Rage almost comes off the rails at the end during the big reveal when all of the tension and individual stories overflow in an overly melodramatic and drawn-out finale where many of the protagonists burst into histrionics. As people scream and cry, the score by Ryuichi Sakamoto, which has been restrained until this point, joins in with swells, nay, tidal waves of music that matches the big acting. The one actor who impresses in this explosion of emotion is Satoshi Tsumabuki who is more contained as befits a character struggling with being gay and closeted. His eventual burst of emotion simmers before bubbling through and it comes at the crescendo of a devastating plot thread that overturns every audience expectation based on what he has done before, revealing a deep truth about his character that should be interesting for audiences to engage with.
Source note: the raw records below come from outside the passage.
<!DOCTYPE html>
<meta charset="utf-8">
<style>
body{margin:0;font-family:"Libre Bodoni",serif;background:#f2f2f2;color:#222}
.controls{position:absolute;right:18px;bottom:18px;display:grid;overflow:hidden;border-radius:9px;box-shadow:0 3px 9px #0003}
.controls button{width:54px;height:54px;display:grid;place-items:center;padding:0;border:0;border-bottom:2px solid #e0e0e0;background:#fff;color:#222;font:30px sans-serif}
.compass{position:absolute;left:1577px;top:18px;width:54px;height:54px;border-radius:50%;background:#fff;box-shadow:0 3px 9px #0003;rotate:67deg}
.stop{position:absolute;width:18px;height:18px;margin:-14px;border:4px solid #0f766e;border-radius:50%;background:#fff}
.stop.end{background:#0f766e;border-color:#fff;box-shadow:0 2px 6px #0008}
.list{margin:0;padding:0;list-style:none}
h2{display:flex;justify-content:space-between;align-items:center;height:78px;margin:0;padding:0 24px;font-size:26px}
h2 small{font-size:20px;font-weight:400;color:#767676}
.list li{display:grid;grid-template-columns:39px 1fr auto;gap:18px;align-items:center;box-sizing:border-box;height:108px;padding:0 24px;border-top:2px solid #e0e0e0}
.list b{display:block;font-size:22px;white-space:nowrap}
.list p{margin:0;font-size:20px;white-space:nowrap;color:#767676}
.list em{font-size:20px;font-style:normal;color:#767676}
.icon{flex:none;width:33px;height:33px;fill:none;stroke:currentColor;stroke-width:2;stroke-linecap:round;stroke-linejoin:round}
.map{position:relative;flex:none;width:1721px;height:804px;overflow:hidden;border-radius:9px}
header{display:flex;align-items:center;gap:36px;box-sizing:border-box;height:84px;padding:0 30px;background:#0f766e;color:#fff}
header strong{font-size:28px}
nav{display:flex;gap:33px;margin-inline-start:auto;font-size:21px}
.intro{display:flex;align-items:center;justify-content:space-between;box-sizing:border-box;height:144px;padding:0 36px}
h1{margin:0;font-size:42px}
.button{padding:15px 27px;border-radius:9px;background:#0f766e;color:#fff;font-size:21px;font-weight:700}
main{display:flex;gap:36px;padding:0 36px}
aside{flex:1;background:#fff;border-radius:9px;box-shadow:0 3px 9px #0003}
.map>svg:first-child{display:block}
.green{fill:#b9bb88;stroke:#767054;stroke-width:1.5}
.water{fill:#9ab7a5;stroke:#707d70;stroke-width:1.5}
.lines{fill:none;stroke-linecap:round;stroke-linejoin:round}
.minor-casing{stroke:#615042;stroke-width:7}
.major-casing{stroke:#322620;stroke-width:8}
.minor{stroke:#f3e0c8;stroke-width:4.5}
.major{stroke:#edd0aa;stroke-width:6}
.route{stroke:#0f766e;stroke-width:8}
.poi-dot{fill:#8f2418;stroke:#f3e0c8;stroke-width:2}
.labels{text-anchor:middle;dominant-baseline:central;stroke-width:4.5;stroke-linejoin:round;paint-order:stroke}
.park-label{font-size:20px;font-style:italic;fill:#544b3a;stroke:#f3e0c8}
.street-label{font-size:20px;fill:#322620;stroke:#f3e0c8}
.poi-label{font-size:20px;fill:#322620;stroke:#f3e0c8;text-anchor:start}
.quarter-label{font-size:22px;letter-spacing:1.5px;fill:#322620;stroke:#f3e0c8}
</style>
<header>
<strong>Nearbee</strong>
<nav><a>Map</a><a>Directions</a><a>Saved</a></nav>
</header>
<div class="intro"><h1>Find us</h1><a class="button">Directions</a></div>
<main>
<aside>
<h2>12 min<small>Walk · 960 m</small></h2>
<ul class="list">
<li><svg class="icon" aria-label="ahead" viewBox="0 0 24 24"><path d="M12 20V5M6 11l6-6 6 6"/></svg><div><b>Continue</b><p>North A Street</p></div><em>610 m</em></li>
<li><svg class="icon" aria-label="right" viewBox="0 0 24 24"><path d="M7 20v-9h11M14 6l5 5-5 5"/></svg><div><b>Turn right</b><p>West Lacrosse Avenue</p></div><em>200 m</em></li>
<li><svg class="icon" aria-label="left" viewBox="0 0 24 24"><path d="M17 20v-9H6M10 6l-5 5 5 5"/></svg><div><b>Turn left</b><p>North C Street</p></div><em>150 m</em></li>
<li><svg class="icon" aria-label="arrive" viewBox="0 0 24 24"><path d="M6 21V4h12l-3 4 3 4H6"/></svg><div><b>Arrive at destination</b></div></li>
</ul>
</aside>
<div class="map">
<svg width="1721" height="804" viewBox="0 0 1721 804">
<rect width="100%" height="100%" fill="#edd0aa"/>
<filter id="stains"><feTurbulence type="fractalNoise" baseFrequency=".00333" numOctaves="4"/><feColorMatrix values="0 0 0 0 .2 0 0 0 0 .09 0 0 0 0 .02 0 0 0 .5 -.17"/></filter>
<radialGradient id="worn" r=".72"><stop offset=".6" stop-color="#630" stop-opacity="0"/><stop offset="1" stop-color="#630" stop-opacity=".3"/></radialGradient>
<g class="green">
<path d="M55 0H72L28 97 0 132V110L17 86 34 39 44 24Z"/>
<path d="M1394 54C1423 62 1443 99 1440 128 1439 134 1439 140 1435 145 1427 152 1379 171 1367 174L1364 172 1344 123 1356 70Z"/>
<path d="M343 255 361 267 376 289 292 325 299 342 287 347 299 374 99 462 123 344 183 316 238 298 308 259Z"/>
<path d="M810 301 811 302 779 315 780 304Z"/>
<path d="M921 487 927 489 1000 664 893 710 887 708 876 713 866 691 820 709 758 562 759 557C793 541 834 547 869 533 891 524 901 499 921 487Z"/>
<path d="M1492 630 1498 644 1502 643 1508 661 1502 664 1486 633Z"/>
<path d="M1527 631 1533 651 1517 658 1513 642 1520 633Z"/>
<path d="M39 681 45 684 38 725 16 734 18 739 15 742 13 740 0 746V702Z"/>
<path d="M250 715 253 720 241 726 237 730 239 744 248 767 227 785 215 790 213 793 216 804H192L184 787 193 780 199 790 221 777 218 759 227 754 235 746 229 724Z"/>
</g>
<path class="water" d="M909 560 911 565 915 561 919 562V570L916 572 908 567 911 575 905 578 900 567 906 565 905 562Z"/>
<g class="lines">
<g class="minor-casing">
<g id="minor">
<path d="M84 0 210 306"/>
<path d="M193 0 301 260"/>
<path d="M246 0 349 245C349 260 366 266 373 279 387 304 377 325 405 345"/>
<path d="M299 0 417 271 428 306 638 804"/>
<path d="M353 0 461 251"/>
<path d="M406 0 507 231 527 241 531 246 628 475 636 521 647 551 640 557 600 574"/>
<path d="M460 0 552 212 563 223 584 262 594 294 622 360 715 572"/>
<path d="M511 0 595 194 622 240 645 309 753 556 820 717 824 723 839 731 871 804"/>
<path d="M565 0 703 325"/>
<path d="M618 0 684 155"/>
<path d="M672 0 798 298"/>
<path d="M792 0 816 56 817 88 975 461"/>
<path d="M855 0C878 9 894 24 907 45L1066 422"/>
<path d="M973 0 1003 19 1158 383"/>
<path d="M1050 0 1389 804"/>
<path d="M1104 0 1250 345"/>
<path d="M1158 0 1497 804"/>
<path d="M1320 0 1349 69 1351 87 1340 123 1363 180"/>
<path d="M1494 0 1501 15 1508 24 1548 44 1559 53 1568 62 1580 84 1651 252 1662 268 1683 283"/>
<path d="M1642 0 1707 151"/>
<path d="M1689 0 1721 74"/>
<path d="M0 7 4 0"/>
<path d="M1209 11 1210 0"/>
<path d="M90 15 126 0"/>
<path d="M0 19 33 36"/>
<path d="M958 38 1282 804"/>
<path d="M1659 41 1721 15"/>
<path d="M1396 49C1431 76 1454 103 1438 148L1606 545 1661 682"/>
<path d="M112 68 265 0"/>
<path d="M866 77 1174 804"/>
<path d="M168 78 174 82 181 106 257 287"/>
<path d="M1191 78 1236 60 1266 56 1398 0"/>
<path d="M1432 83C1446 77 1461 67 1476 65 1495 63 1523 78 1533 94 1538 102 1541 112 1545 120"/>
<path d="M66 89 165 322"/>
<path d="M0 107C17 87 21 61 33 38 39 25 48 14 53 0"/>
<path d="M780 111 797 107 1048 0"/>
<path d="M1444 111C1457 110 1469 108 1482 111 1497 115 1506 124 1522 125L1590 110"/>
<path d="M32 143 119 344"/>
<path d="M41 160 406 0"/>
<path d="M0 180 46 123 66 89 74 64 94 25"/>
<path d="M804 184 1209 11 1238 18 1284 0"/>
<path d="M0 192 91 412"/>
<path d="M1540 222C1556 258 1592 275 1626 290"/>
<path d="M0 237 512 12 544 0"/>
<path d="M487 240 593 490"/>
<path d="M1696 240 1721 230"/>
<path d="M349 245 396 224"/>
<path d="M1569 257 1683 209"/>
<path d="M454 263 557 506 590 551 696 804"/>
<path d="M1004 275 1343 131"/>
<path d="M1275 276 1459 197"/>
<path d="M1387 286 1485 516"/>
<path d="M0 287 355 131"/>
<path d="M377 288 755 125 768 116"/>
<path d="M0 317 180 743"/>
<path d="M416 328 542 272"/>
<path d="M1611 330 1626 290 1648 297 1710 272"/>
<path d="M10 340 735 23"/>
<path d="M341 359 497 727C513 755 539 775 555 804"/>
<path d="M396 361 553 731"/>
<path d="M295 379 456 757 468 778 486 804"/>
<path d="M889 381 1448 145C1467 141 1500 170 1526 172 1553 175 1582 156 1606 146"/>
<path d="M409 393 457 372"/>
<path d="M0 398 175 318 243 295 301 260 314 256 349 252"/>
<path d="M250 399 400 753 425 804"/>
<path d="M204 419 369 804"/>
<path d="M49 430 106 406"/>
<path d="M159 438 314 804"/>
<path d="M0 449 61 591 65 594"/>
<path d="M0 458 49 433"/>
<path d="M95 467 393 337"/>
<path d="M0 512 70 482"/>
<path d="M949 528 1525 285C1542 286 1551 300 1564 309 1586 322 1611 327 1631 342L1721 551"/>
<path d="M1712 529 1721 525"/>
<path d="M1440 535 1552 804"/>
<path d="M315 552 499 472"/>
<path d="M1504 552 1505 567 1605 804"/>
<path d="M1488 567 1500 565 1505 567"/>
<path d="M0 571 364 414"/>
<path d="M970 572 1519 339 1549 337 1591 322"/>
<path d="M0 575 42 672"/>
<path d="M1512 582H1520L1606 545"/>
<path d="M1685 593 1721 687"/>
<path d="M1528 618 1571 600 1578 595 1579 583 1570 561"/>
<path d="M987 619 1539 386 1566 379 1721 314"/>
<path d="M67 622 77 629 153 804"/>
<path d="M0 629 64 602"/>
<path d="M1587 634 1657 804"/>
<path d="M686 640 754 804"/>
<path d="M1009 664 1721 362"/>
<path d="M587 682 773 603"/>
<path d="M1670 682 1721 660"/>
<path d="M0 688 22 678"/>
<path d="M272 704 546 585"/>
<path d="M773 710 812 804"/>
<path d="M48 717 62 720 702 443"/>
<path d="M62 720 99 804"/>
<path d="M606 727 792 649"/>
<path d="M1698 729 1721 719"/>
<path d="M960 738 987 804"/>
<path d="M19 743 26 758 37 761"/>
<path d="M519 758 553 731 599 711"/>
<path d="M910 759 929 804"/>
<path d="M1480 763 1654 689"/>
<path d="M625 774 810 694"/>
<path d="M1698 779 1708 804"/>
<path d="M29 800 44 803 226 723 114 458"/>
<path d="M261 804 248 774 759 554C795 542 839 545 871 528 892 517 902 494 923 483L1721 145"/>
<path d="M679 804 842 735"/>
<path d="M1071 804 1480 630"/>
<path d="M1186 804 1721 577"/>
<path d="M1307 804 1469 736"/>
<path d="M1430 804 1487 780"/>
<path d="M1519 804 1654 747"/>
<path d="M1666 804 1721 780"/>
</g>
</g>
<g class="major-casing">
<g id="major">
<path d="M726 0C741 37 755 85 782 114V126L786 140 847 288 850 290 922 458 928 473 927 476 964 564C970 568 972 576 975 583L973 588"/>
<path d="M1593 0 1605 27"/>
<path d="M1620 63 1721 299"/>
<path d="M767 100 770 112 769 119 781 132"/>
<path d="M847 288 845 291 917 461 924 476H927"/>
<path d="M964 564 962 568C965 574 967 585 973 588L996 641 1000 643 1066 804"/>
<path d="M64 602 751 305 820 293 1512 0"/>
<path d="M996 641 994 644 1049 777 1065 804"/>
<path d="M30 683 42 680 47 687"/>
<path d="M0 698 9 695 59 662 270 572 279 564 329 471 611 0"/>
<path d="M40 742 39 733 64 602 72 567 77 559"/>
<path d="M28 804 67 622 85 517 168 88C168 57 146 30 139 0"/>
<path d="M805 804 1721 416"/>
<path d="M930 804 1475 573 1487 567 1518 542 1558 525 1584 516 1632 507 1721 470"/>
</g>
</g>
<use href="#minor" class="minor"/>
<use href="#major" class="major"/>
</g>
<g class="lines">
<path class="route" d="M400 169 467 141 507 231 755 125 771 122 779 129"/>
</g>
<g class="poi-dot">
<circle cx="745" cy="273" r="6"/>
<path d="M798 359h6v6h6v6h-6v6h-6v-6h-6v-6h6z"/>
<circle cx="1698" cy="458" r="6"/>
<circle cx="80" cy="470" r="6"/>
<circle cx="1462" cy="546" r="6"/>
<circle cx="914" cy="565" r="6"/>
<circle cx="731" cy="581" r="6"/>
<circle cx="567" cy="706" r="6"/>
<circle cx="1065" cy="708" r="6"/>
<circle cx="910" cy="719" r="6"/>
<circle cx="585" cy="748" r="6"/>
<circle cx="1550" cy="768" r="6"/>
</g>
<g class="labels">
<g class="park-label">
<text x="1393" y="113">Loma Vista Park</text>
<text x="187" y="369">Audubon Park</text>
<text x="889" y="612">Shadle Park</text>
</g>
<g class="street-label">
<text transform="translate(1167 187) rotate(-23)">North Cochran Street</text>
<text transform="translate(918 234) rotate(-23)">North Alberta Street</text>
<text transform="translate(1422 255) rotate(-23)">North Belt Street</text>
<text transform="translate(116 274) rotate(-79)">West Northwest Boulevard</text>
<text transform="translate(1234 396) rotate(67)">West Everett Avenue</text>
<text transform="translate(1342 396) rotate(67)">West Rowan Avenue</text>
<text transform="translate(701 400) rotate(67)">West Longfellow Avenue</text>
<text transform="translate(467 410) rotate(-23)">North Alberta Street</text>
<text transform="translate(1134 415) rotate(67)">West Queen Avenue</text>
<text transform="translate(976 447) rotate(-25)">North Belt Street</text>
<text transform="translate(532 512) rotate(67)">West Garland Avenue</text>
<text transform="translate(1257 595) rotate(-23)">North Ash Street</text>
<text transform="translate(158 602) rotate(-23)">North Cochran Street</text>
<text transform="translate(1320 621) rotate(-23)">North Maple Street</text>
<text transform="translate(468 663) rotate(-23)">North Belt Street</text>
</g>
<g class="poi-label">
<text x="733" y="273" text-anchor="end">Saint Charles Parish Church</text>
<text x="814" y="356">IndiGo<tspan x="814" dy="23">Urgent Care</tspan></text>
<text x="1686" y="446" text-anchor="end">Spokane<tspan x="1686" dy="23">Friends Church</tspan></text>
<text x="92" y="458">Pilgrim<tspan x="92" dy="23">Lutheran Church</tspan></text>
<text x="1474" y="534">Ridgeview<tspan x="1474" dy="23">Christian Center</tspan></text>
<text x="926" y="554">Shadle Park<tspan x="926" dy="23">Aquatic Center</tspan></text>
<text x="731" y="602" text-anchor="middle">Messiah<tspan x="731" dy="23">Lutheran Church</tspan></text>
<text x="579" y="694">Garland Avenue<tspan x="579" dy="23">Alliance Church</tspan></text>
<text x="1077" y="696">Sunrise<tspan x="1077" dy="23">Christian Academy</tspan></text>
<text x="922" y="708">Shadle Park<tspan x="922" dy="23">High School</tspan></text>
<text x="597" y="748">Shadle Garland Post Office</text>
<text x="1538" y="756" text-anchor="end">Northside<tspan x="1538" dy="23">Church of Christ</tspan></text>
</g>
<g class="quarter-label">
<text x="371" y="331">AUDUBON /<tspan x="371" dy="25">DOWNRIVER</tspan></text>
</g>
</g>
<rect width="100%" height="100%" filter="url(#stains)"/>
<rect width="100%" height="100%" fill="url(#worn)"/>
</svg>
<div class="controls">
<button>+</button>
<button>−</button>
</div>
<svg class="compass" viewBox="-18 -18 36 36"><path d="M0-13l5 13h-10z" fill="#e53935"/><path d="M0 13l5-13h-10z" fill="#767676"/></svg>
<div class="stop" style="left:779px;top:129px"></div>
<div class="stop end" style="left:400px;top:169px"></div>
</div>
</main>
The finale is less of a problem when compared with the use of rape as character/plot development for two male characters while the female character it happens to is pretty much discarded. Indeed, sexual violence against women is treated too oddly. It is an on-going topic in the film and even discussed by the men but while they do the talking, the female victims are left silent and cut out from the narrative altogether. Without having seen the book, it is hard to tell just how much was sacrificed to fit the film but it feels as if the filmmakers had bitten off too much in dramatic stakes.
As a whole, Rage still works. Kasamatsu Norimichi’s cinematography is brilliant at bringing out the different characteristics of the areas the action takes place in while the sound and music are excellent. Despite the reservations mentioned earlier, no part fails completely but the way certain characters and issues are treated may leave some audience members feeling dissatisfied. Otherwise, the film is a solid thriller, which says something about the places on the screen, and about life in modern Japan.
Rage is showing as part of the New York Asian Film Festival on Tuesday July 5 at the Walter Reade Theater at 6:00pm. Tickets can be purchased from the Film Society of Lincoln Center website.